THE huge infrastructural deficit at the country’s tertiary institutions has affected about 117 137 students who have no accommodation at the country’s 11 State universities.
by VENERANDA LANGA
According to Finance minister Patrick Chinamasa’s 2016 National Budget statement, which he delivered before Parliament on Thursday last week, Midlands State University is the hardest hit with 28 240 students in need of accommodation, followed by Great Zimbabwe University with 17 412 students in need of places to stay as they attend college.
Out of the 117 137 in need of accommodation, only 10 709 are said to be in hostels, which means about 107 000 students in the country are renting rooms outside college facilities.
About 21 360 additional houses or stands are required in order to house students and staff without accommodation.
“Universities, polytechnics, teachers colleges and other tertiary State institutions require investment in physical infrastructure that includes staff and student accommodation, lecture theatres, laboratories, workshops, sporting facilities, administration blocks and student service centres,” the budget statement reads.

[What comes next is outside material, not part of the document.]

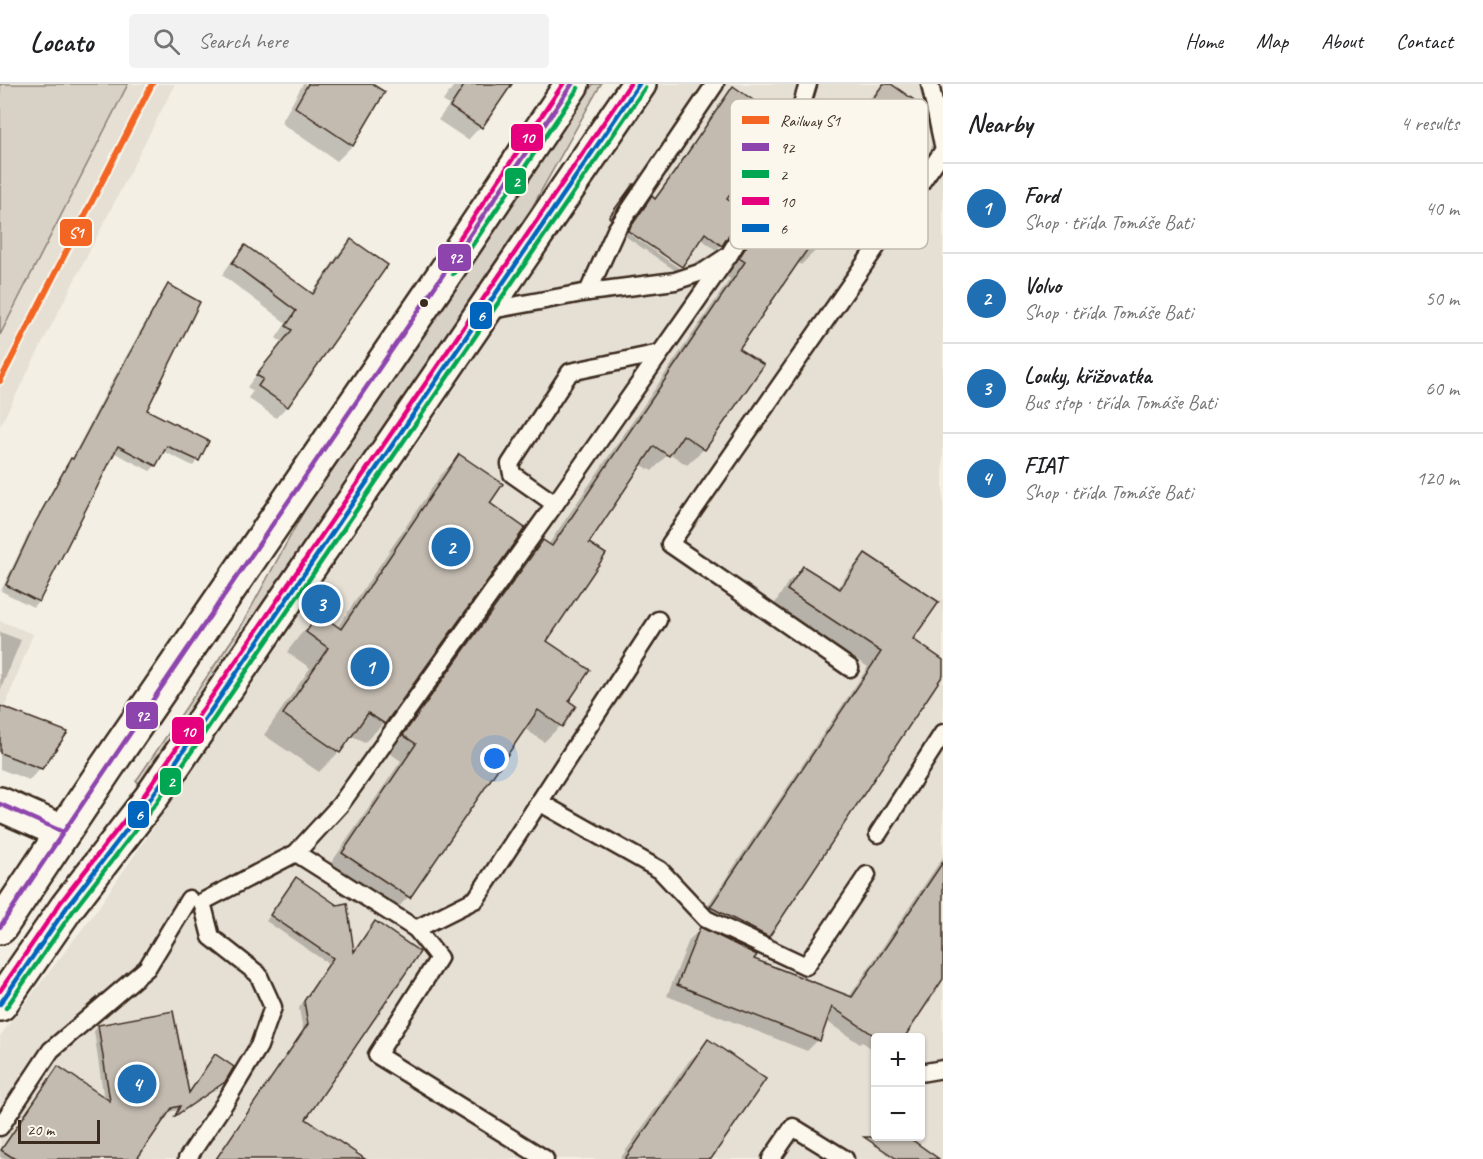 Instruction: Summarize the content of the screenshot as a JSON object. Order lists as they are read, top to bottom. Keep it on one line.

“However, given the current budgetary constraints, such investments remain largely underfunded, translating into huge accommodation and facilities deficits at our tertiary institutions.”
As a result of student accommodation shortages, government promised that in 2016, it would pursue arrangements for the financing of infrastructure through issuance of an infrastructure bond, to be underwritten by rentals paid by students and staff.

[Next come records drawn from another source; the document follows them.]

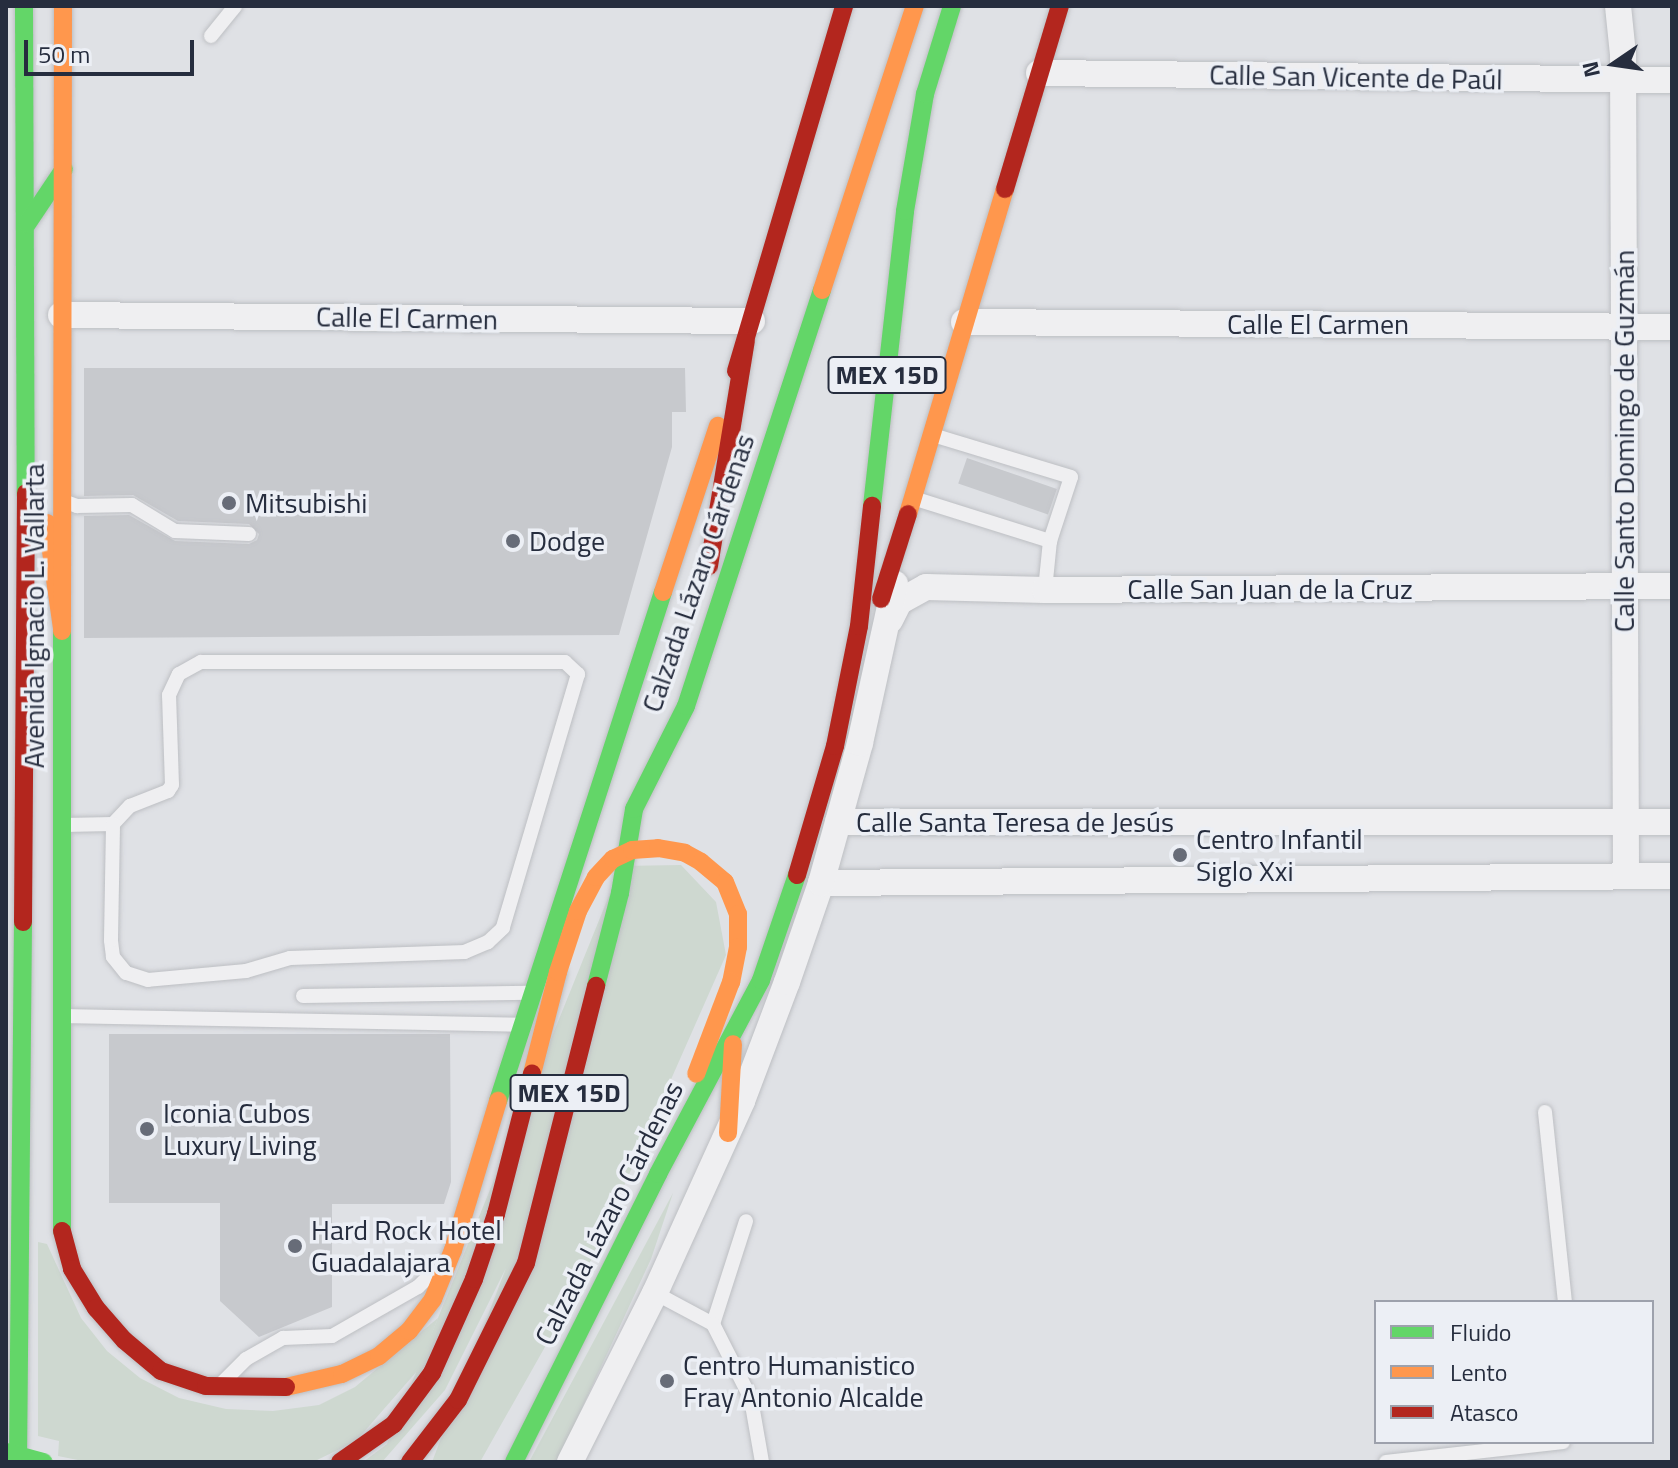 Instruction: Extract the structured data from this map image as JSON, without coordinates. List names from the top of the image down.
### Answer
{
  "streets": {
    "main road": ["MEX 15D", "Calzada Lázaro Cárdenas", "Avenida Ignacio L. Vallarta"],
    "street": [
      "Calle San Vicente de Paúl",
      "Calle El Carmen",
      "Calle Santo Domingo de Guzmán",
      "Calle San Juan de la Cruz",
      "Calle Santa Teresa de Jesús"
    ]
  },
  "crossings": [
    ["Calle San Vicente de Paúl", "Calle Santo Domingo de Guzmán"],
    ["Calle El Carmen", "Calle Santo Domingo de Guzmán"],
    ["Calle El Carmen", "Avenida Ignacio L. Vallarta"],
    ["Calle Santo Domingo de Guzmán", "Calle San Juan de la Cruz"],
    ["Calle Santo Domingo de Guzmán", "Calle Santa Teresa de Jesús"]
  ],
  "places": [
    "Mitsubishi",
    "Dodge",
    "Centro Infantil Siglo Xxi",
    "Iconia Cubos Luxury Living",
    "Hard Rock Hotel Guadalajara",
    "Centro Humanistico Fray Antonio Alcalde"
  ],
  "legend": ["Fluido", "Lento", "Atasco"],
  "scale_bar": "50 m",
  "north": "left"
}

Zimbabwe National Students’ Union secretary-general Tererai Obey Sithole said students were disappointed by government’s failure to provide tertiary students with accommodation.
He said students were being exposed to exploitation by unscrupulous landlords, prostitution by desperate students who cannot afford rentals outside college hostels, and unhealthy living conditions of overcrowding.
“Education is a priority and a constitutional right, but since time immemorial, students have been challenging government to ensure accommodation is made available because lack of it exposes students to danger, especially females who end up being victims of abuse.
“With the economic challenges that Zimbabwe is facing, it is difficult for students whose parents are mostly peasant farmers to pay rentals. It affects their performance and most houses outside college campus do not have generators to enable students to study when there is no electricity,” Sithole said.
He said most students lived in squalid, overcrowded conditions that exposed them to health hazards and lack of privacy.